*** Opening PROVIDED RECORDS ***

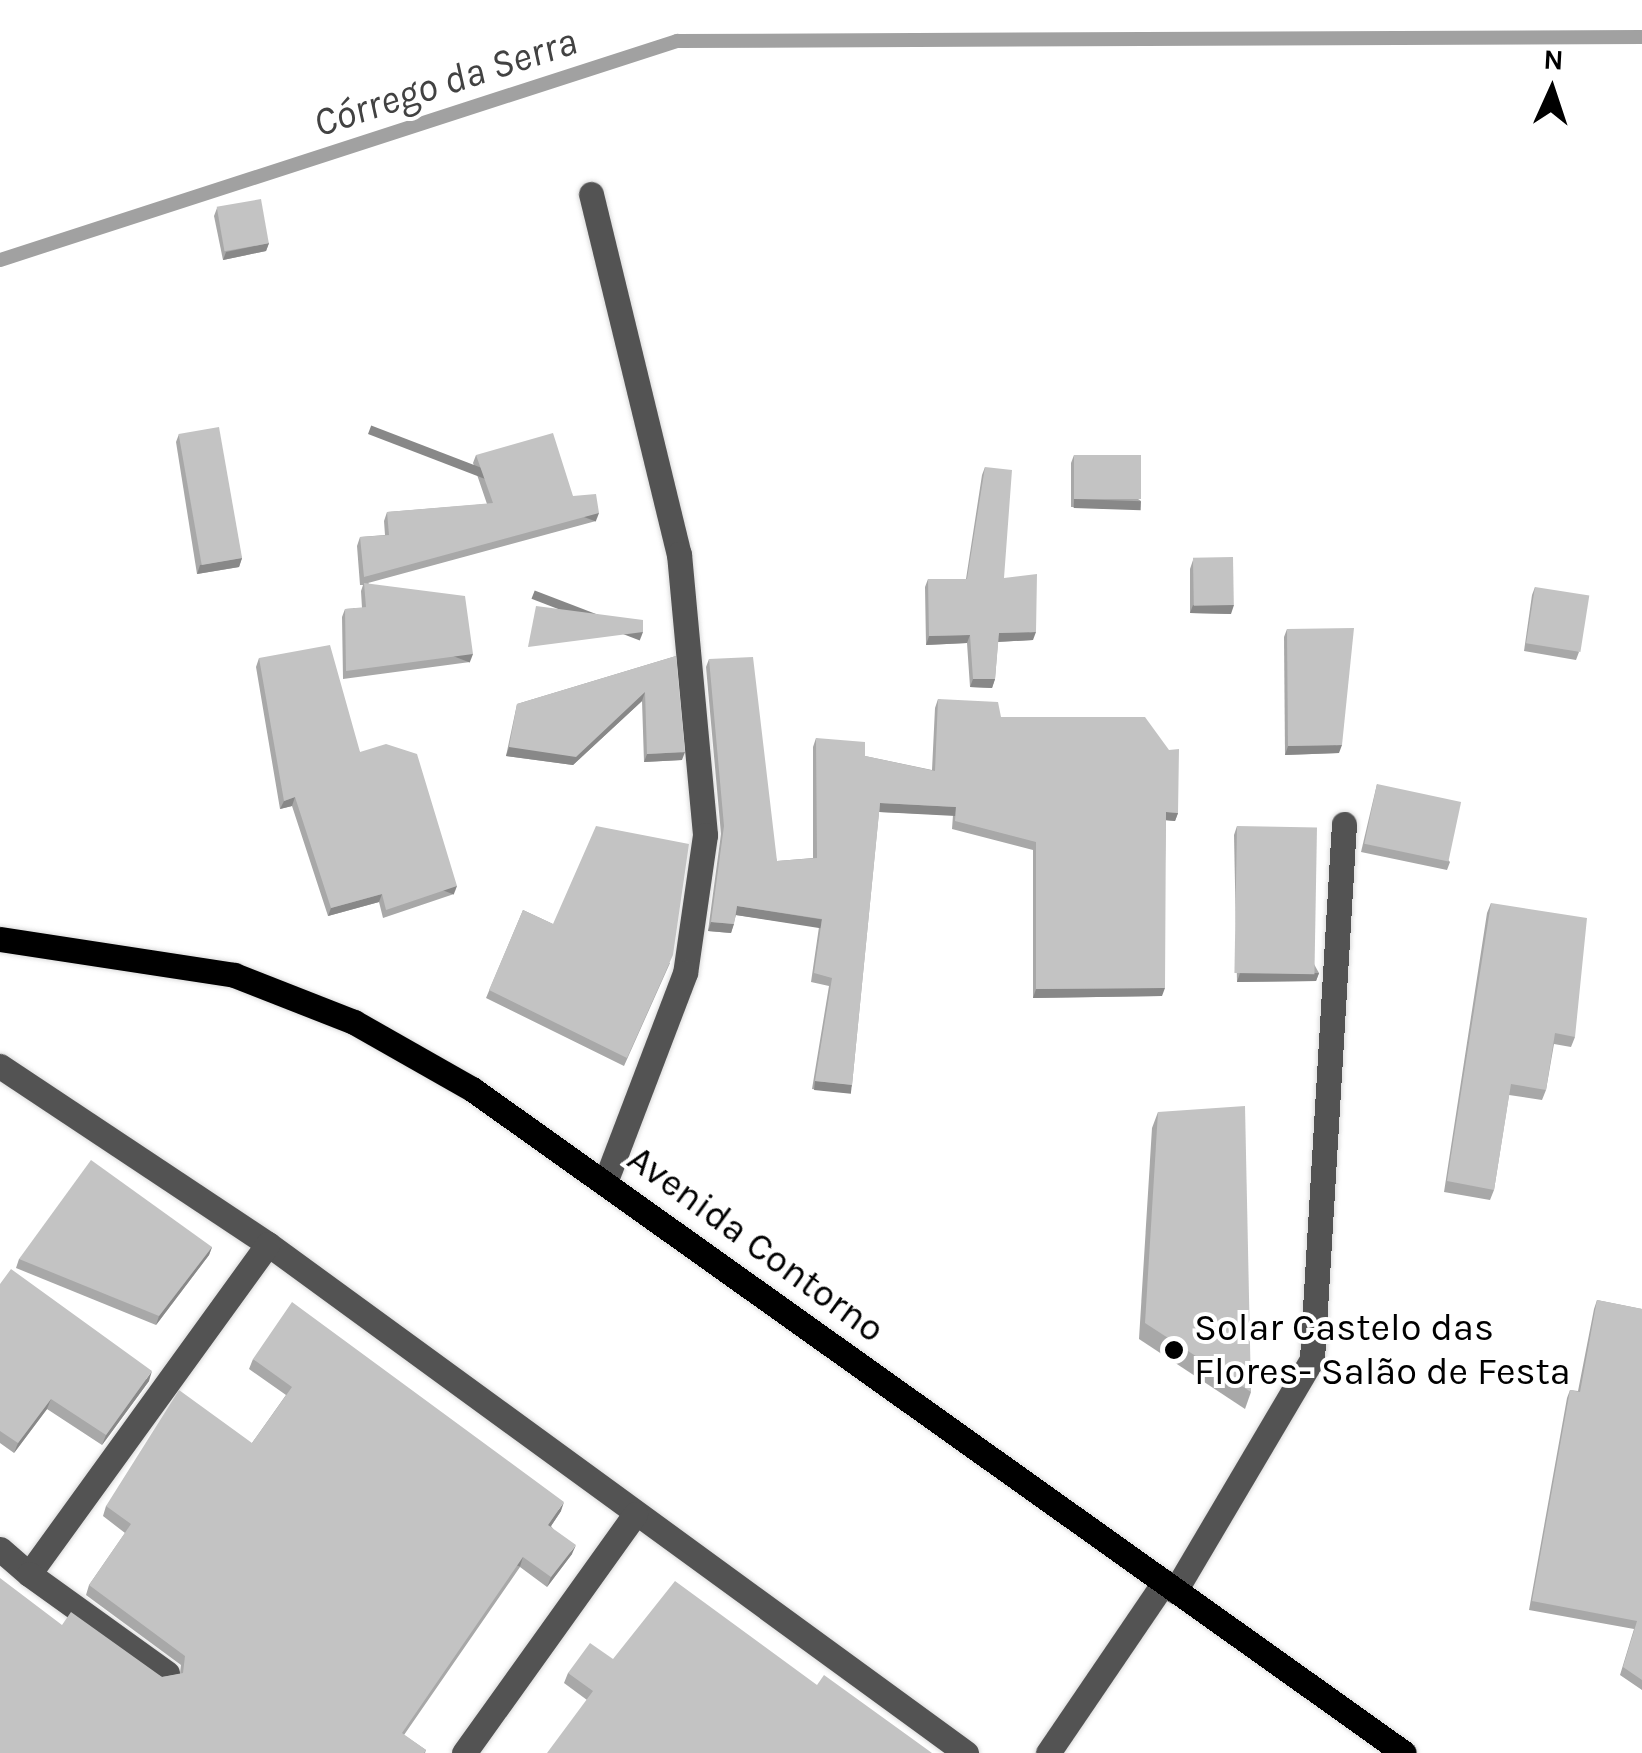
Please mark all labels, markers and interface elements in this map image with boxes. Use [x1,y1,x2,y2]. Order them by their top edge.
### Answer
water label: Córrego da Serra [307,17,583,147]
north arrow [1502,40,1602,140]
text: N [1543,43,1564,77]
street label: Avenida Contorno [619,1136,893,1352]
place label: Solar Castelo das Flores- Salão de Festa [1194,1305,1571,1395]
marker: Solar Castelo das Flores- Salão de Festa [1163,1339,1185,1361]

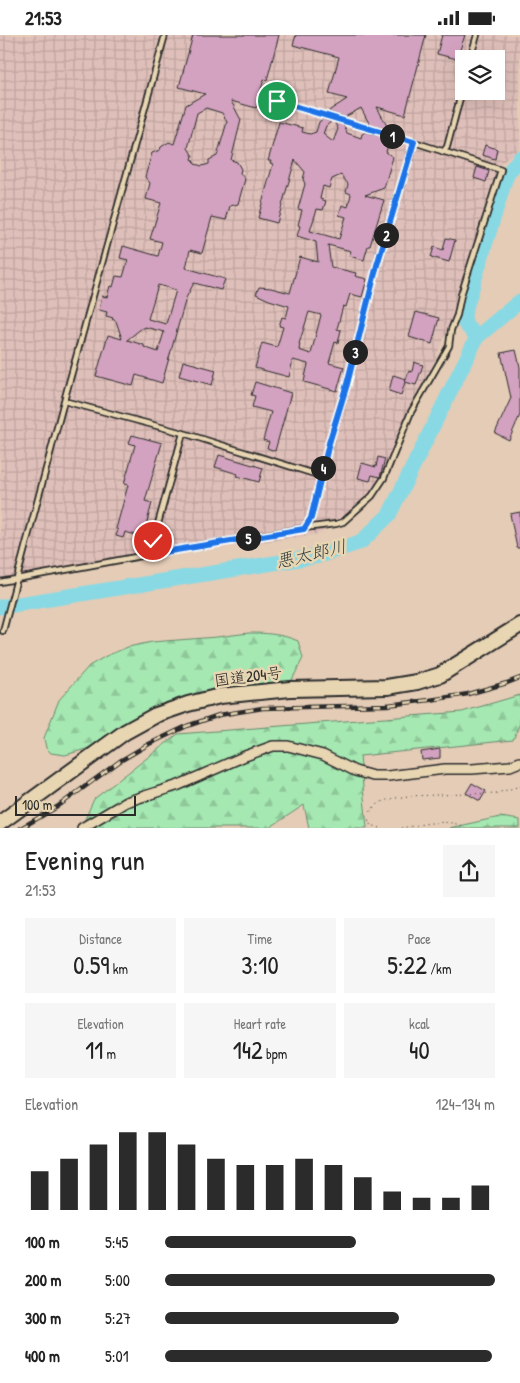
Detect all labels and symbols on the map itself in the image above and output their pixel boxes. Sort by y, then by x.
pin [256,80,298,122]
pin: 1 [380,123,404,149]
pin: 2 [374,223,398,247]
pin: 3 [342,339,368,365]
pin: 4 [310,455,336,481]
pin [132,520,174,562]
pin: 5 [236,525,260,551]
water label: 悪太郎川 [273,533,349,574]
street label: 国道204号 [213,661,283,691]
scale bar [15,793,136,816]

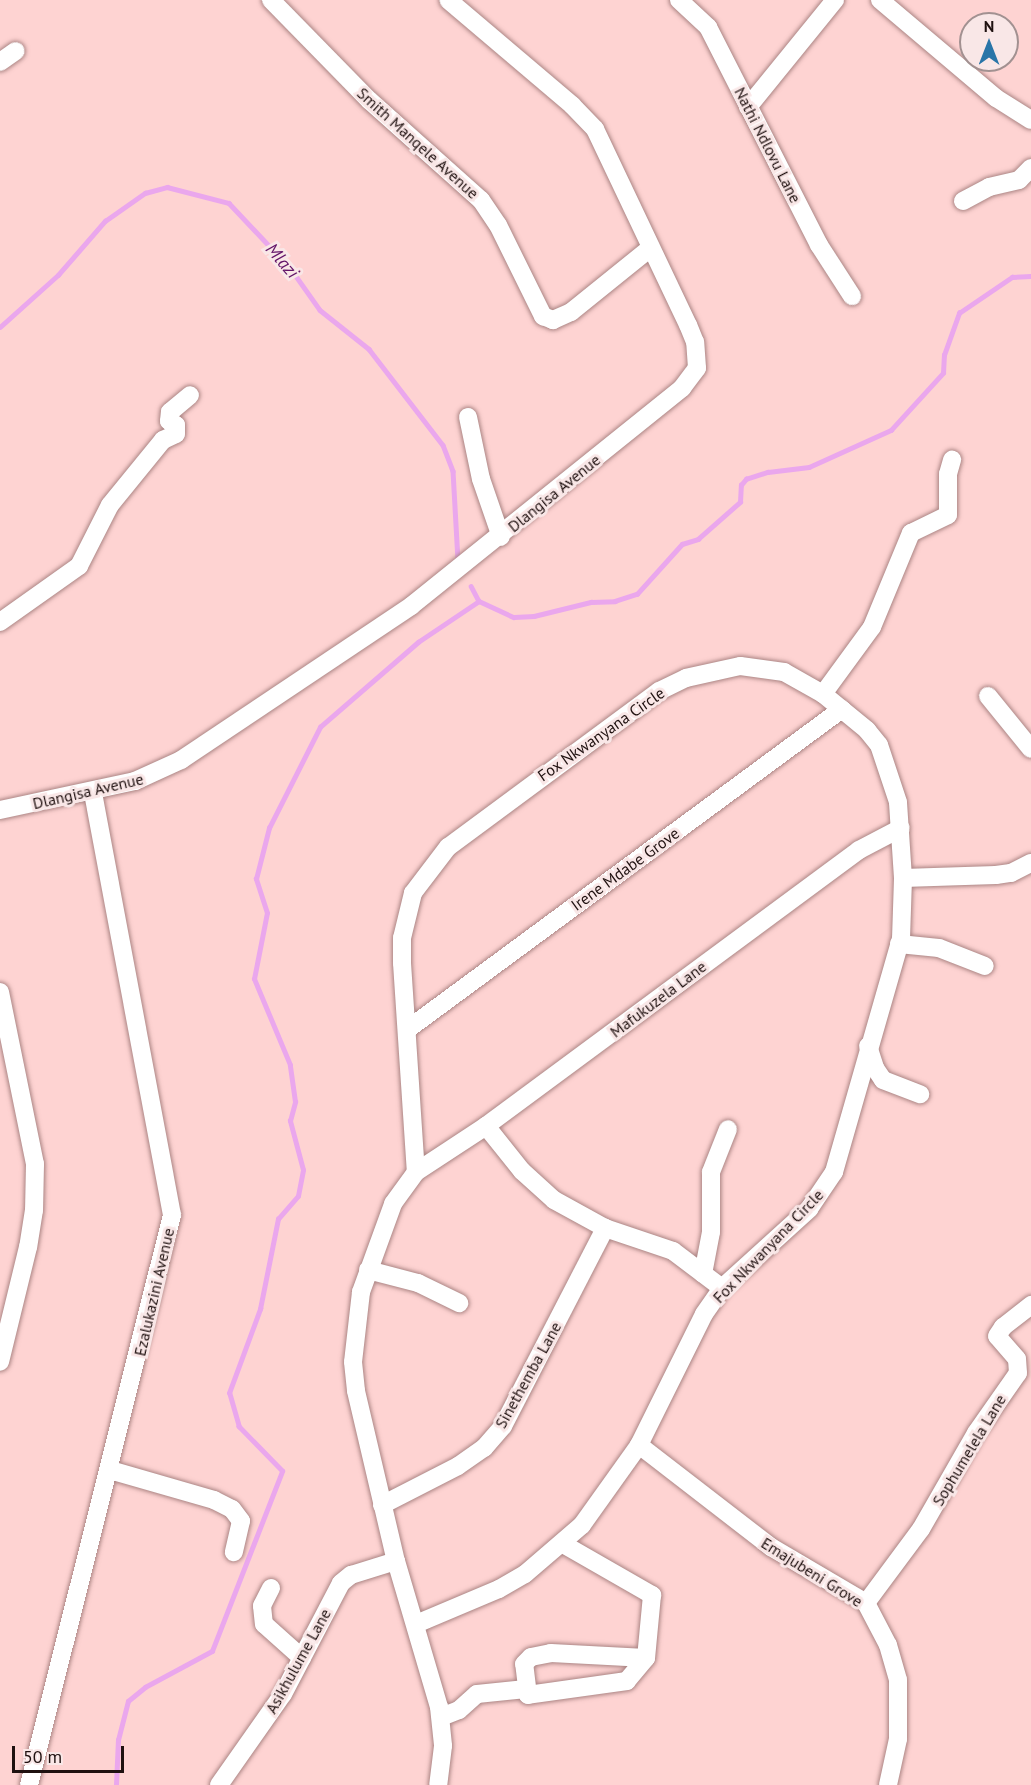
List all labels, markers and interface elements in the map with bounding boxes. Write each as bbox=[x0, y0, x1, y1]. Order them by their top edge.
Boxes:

*** Closing PROVIDED RECORDS ***

## [WORK REQUIRED]
Would you return all of the entries unchanged while omitting the images?

## [SOLUTION FOR THIS TASK]
Please mark all labels, markers and interface elements in this map image with boxes. Use [x1,y1,x2,y2]. Order them by their top edge.
### Answer
water label: Córrego da Serra [307,17,583,147]
north arrow [1502,40,1602,140]
text: N [1543,43,1564,77]
street label: Avenida Contorno [619,1136,893,1352]
place label: Solar Castelo das Flores- Salão de Festa [1194,1305,1571,1395]
marker: Solar Castelo das Flores- Salão de Festa [1163,1339,1185,1361]

Detect all labels and symbols on the map itself in the image above and output their pixel boxes. Sort by y, then by x.
pin [256,80,298,122]
pin: 1 [380,123,404,149]
pin: 2 [374,223,398,247]
pin: 3 [342,339,368,365]
pin: 4 [310,455,336,481]
pin [132,520,174,562]
pin: 5 [236,525,260,551]
water label: 悪太郎川 [273,533,349,574]
street label: 国道204号 [213,661,283,691]
scale bar [15,793,136,816]

List all labels, markers and interface elements in the map with bounding boxes. Write each as bbox=[x0, y0, x1, y1]. Order them by their top edge.
Boxes:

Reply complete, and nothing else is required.